Focusing on malaria in Africa

What is malaria?

Malaria is a life-threatening disease caused by plasmodium parasites that are transmitted to humans through the bites of infected mosquitoes. Nearly half of the world’s population was at risk of malaria in 2015. The risk of severe disease is greatest among children under the age of five, pregnant women, people with HIV/AIDS and transient populations.

Where is malaria most prevalent?

Malaria is preventable and treatable, yet remains a major cause of death and disability, especially in Africa and among children.

Malaria remains a significant cause of ill health and mortality and is among the top five global causes of child mortality. Unfortunately, we do not know the exact malaria burden globally, regionally or in most cases nationally. However, models suggest that there were an estimated 212 million cases of malaria worldwide and an estimated 429,000 people died as a result.

Malaria is a problem in many of the world’s poorest countries. The poor are less able to prevent infection or afford effective clinical care. Although malaria transmission occurs in many parts of the world, the great majority of malaria deaths are in Africa (92% in 2015). Deaths are concentrated among children: 70% of the 2015 malaria deaths (330,000) were among children less than five years of age.

What progress is being made?

Although there is large global investments in malaria control, the need exceeds the resources. Substantial gains against malaria have been made since 2000.
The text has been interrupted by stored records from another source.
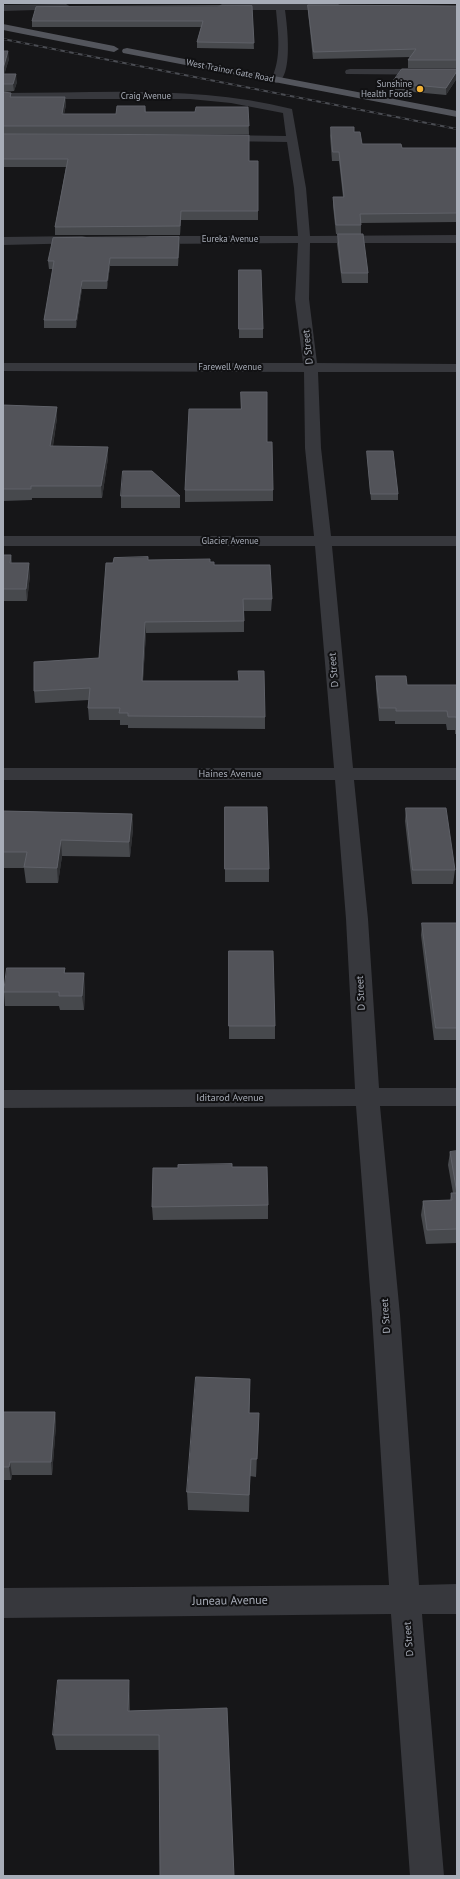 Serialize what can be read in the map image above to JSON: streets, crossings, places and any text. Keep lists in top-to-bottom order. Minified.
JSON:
{"streets":{"main road":["West Trainor Gate Road"],"street":["Craig Avenue","Eureka Avenue","D Street","Farewell Avenue","Glacier Avenue","Haines Avenue","Iditarod Avenue","Juneau Avenue"]},"crossings":[["Craig Avenue","D Street"],["Eureka Avenue","D Street"],["D Street","Farewell Avenue"],["D Street","Glacier Avenue"],["D Street","Haines Avenue"],["D Street","Iditarod Avenue"],["D Street","Juneau Avenue"]],"places":["Sunshine Health Foods"]} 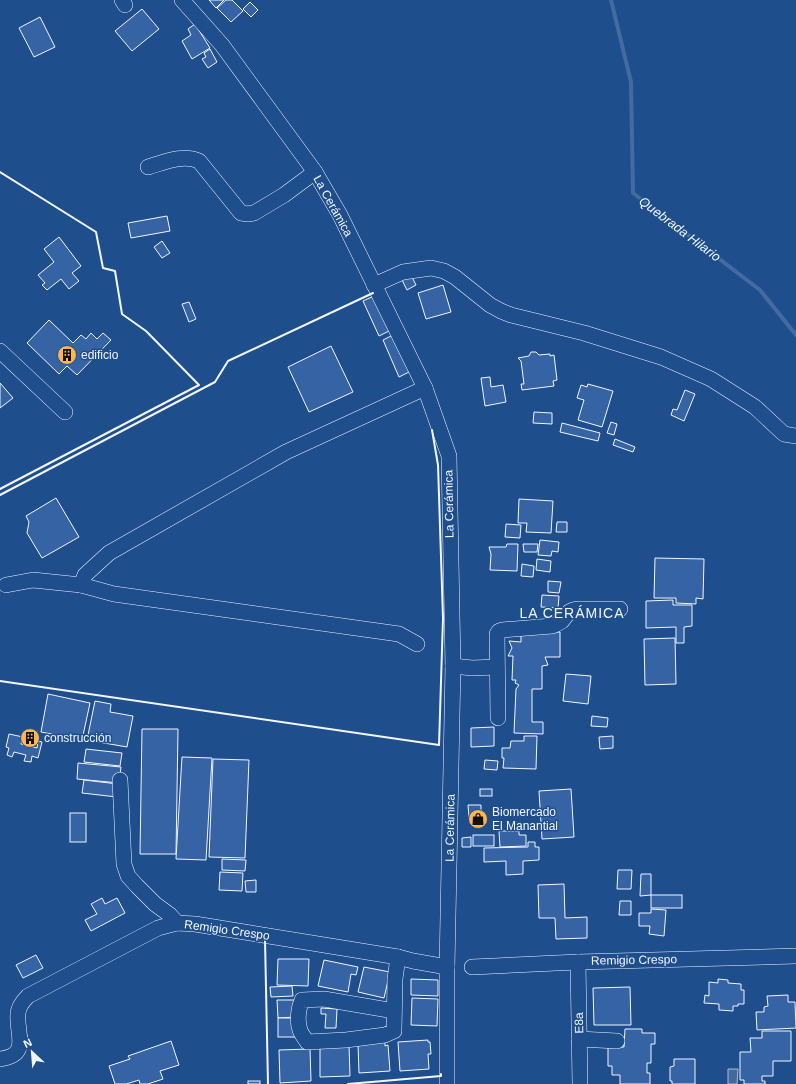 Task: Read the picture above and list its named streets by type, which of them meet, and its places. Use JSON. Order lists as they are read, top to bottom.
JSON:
{
  "streets": {
    "street": ["La Cerámica", "Remigio Crespo", "E8a"]
  },
  "crossings": [
    ["La Cerámica", "Remigio Crespo"],
    ["Remigio Crespo", "E8a"]
  ],
  "districts": ["LA CERÁMICA"],
  "water": ["Quebrada Hilario"],
  "places": {
    "building": ["edificio", "construcción"],
    "shop": ["Biomercado El Manantial"]
  },
  "north": "top left"
} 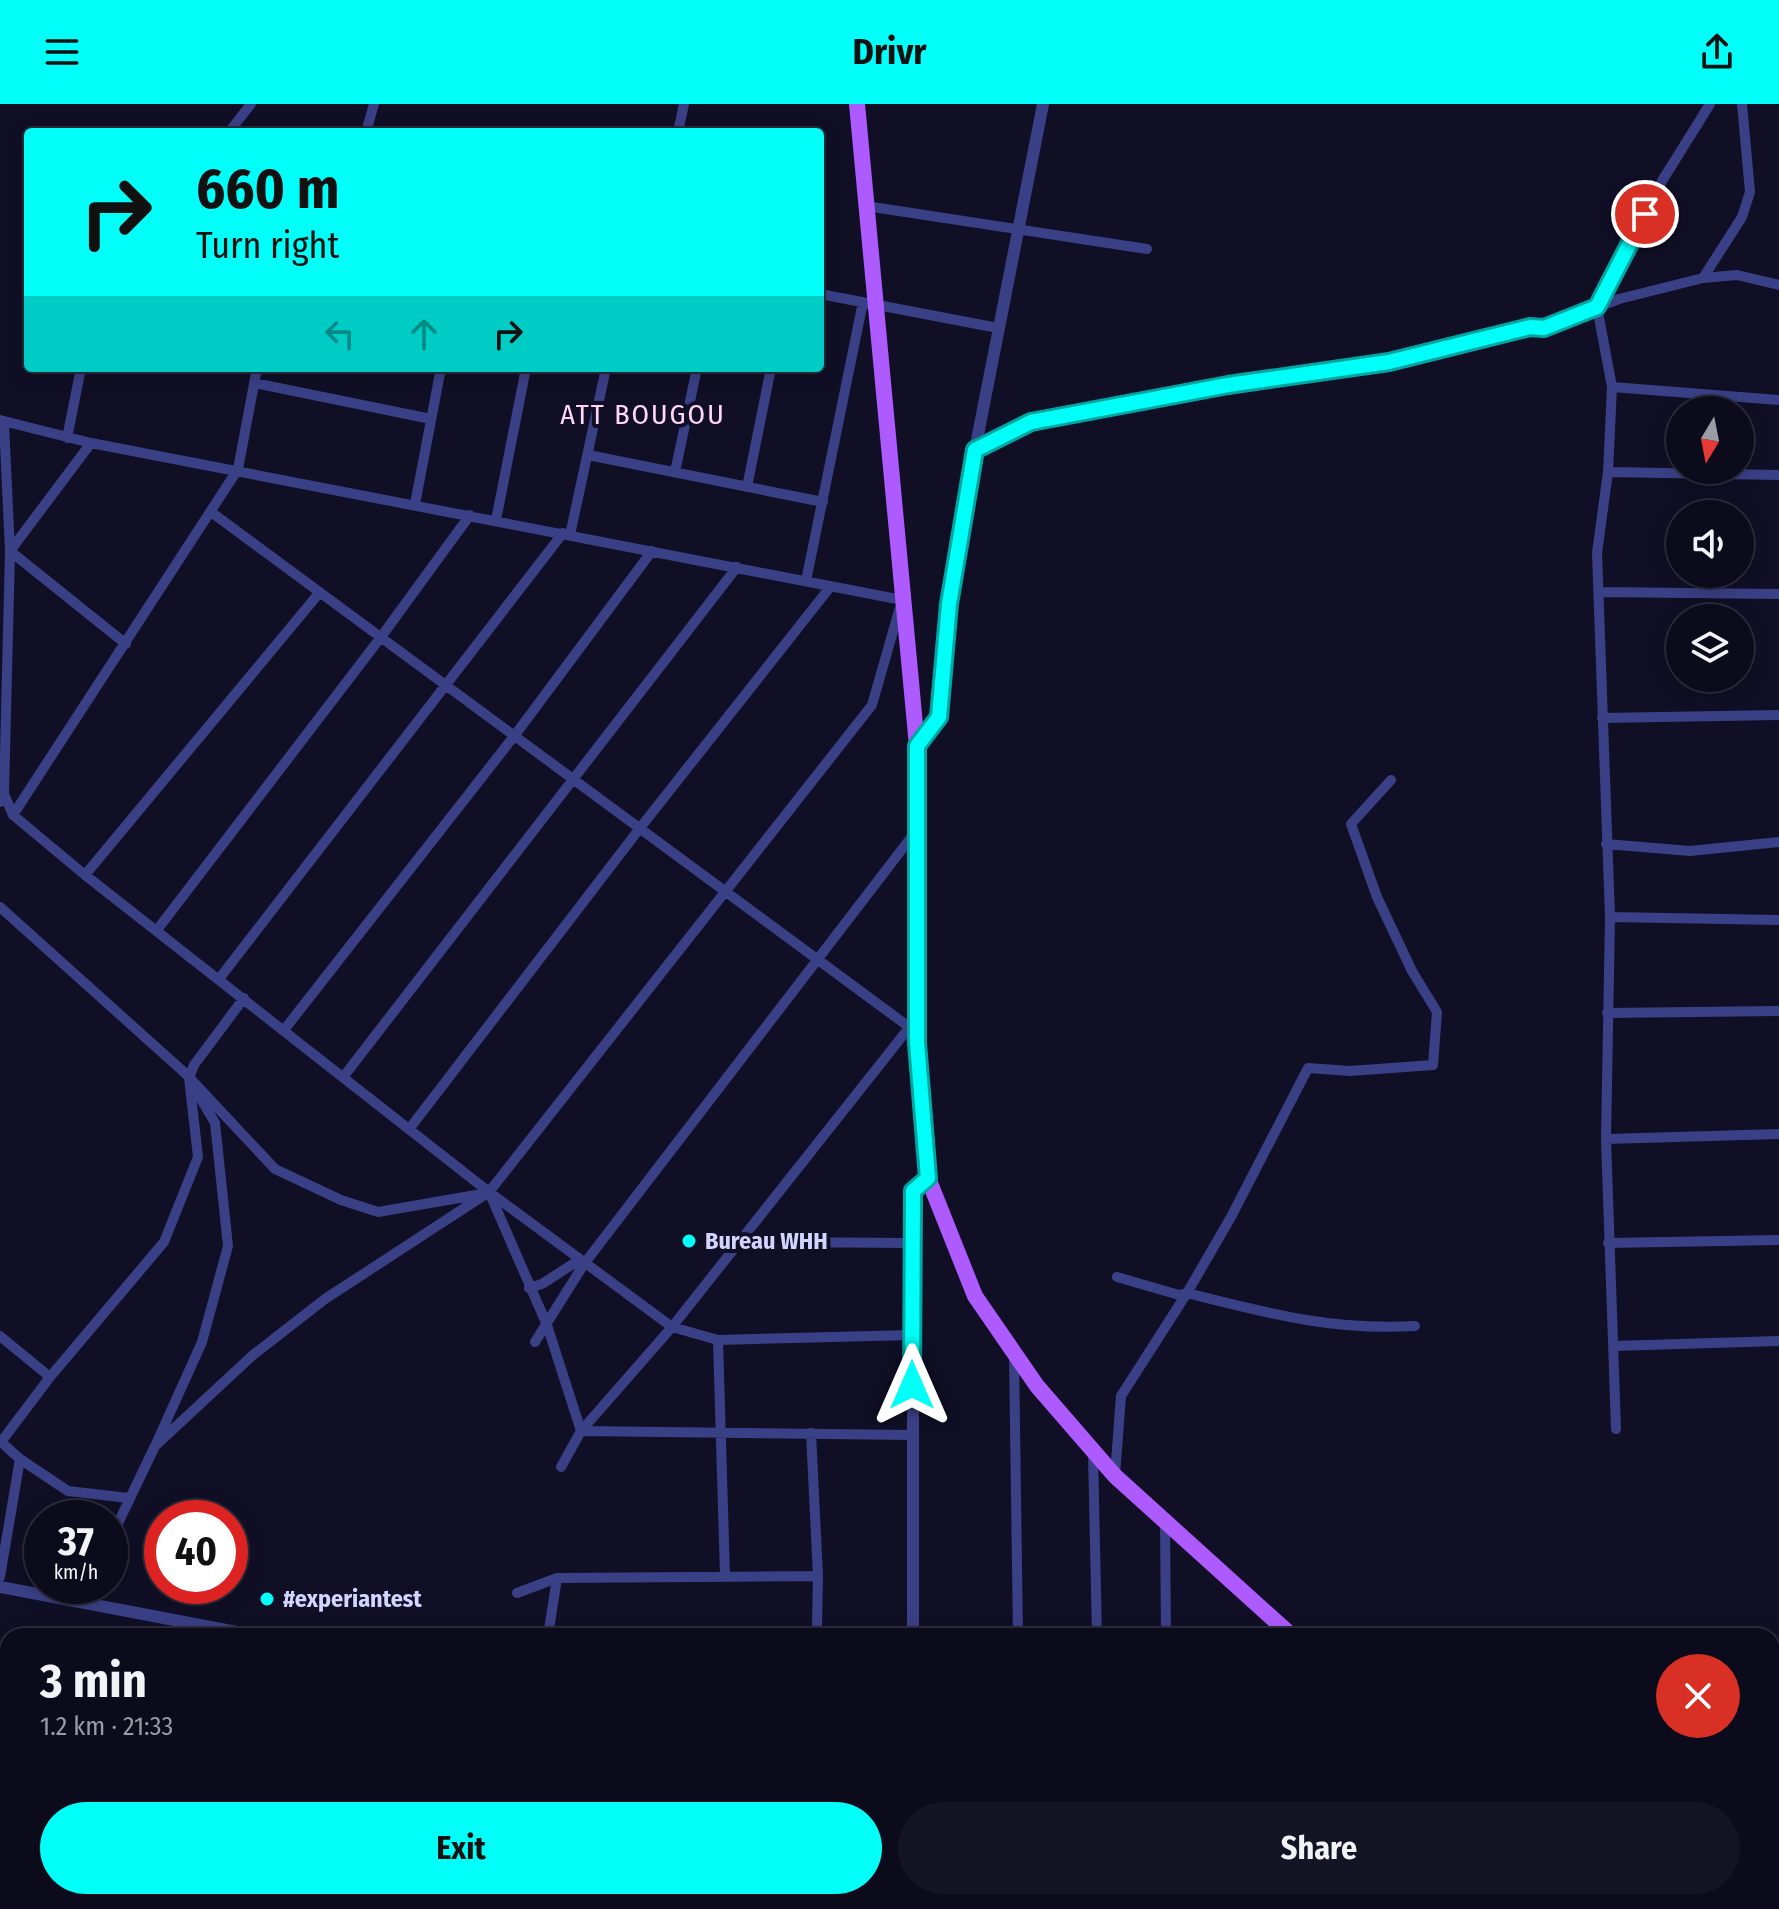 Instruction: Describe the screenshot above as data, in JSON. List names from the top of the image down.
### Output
{
  "districts": ["ATT BOUGOU"],
  "places": ["Bureau WHH", "#experiantest"],
  "north": "bottom",
  "page": {
    "header": "Drivr",
    "turn": ["660 m", "Turn right"],
    "speed": "37 km/h",
    "limit": "40",
    "heading": ["3 min", "1.2 km · 21:33"],
    "buttons": ["Exit", "Share"]
  }
} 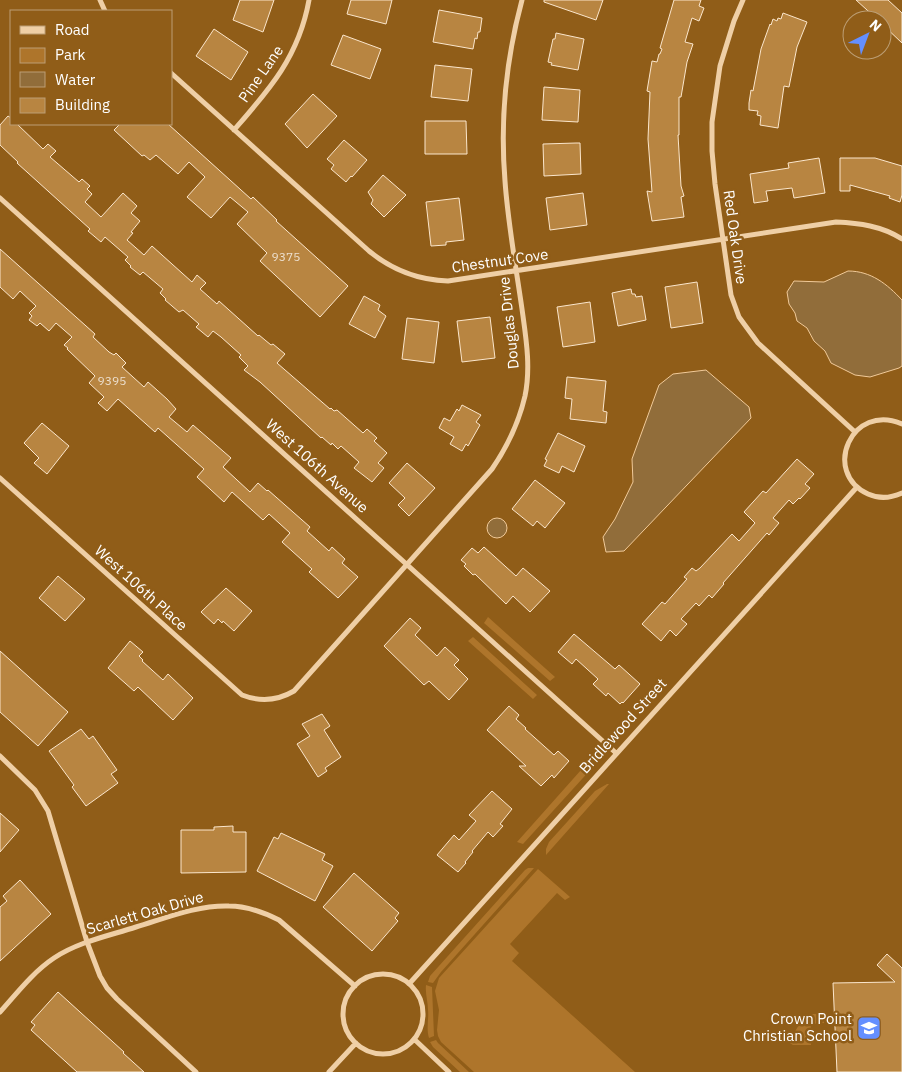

Progress was made through a combination of political commitment, increased funding and widespread implementation of life-saving interventions. The Roll Back Malaria (RBM) partnership was initiated in 1998 by WHO, UNICEF, United Nations Development Programme (UNDP) and the World Bank, to provide a coordinated global response. Modelling suggests malaria incidence has fallen by 41% and mortality has fallen by 62% since 2000.

Progress to date was largely possible with massive increases in funding. Global funding per year for malaria increased from $50 million in 2000 to $2.9 billion in 2016. However, increases in funding are slowing, with annual global funding increasing by only $0.06 billion since 2010. A 54% increase funding is required to meet the estimated $6.4 billion needed annual to reach targets to reduce global malaria burden by 90% of 2015 levels by 2030.

To maintain and improve on progress against malaria, better use of data and evidence is needed to strategically target resources.